These questions don’t necessarily come from a bad place, but when they’re handled poorly, they can have a major impact on our self-esteem. According to research from dating app Bumble, 30% of Gen Z and millennials said that they feel more self-conscious about being single during the festive season, while more than one in three (38%) said that their friends and family made them feel bad about not bringing a plus one to Christmas events. One in four survey participants also said that questions about their dating life made them feel unvalued or unworthy over the holidays.

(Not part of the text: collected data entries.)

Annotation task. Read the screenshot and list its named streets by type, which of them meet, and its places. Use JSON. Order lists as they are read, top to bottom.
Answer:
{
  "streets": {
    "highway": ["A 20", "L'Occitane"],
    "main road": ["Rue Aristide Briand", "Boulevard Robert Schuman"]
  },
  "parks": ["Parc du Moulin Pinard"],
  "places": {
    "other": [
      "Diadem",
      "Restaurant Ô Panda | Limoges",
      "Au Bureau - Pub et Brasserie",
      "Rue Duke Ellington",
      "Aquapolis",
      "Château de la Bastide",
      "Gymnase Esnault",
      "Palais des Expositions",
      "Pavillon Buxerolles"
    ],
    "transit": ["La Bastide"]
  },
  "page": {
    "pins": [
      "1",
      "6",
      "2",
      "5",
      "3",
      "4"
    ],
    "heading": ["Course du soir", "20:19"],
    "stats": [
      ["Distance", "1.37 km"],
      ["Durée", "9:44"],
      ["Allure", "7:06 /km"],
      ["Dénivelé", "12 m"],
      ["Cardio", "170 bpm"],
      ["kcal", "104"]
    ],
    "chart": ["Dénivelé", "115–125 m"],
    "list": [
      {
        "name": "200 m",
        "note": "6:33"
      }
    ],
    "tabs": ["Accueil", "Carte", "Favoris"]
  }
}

Festive single-shaming, it seems, is making young people feel bad about themselves at the very time they’re supposed to be having fun and giving themselves a break from the pressures of the year so far. So what can you do when you’re faced with a not-so-subtle inquisition about your romantic prospects? And how can you stop these questions bringing you down? We’ve asked three experts for their go-to tips for beating Christmas single-shaming for good. 

Set boundaries beforehand

Boundaries are always important – and never more so than at Christmas

“One thing to be aware of is… to set proper boundaries with your family,” advises Juliette Karaman, founder of Feel Fully You. So, before that big gathering, “explain to them that constant questioning and teasing about your single status affects you and [tell them] that if they are going to continue to do so you will remove yourself from the situation. This is a boundary with a firm consequence – it protects you and gives them very clear guidelines as to what you will and will not accept.”

Be honest

On a similar note, if a recent break-up is a trigger point for you, says mindset coach Rebecca Barr of The Femalepreneur Coach, then tell your family that you do not wish to speak about it. “They should back off accordingly – if not, you have to protect your energy and your sanity first, so do not be afraid to remove yourself from an uncomfortable situation. Not everyone gets to have access to you if they are not respectful of your feelings, even if they are family.” 

See the other side

Barr also recommends reminding yourself that “your family’s concern comes from an unconscious belief that in order to be happy, you have to be in a relationship”. It’s what society has drummed into us for centuries, even “dating back to caveman days [when] relationships led to safety which equals survival”.     

Don’t get defensive

It’s all too easy to retreat into your shell when faced with a barrage of questions or to snap back with a justification (either way, you’ll inevitably think of a snappier riposte when you’re washing your hair the next morning). “Don’t feel the pressure to justify your position or become defensive,” Barr says.”Assert your boundaries as to what you feel comfortable sharing and deflect back questions that you feel are overstepping and downright nosy.”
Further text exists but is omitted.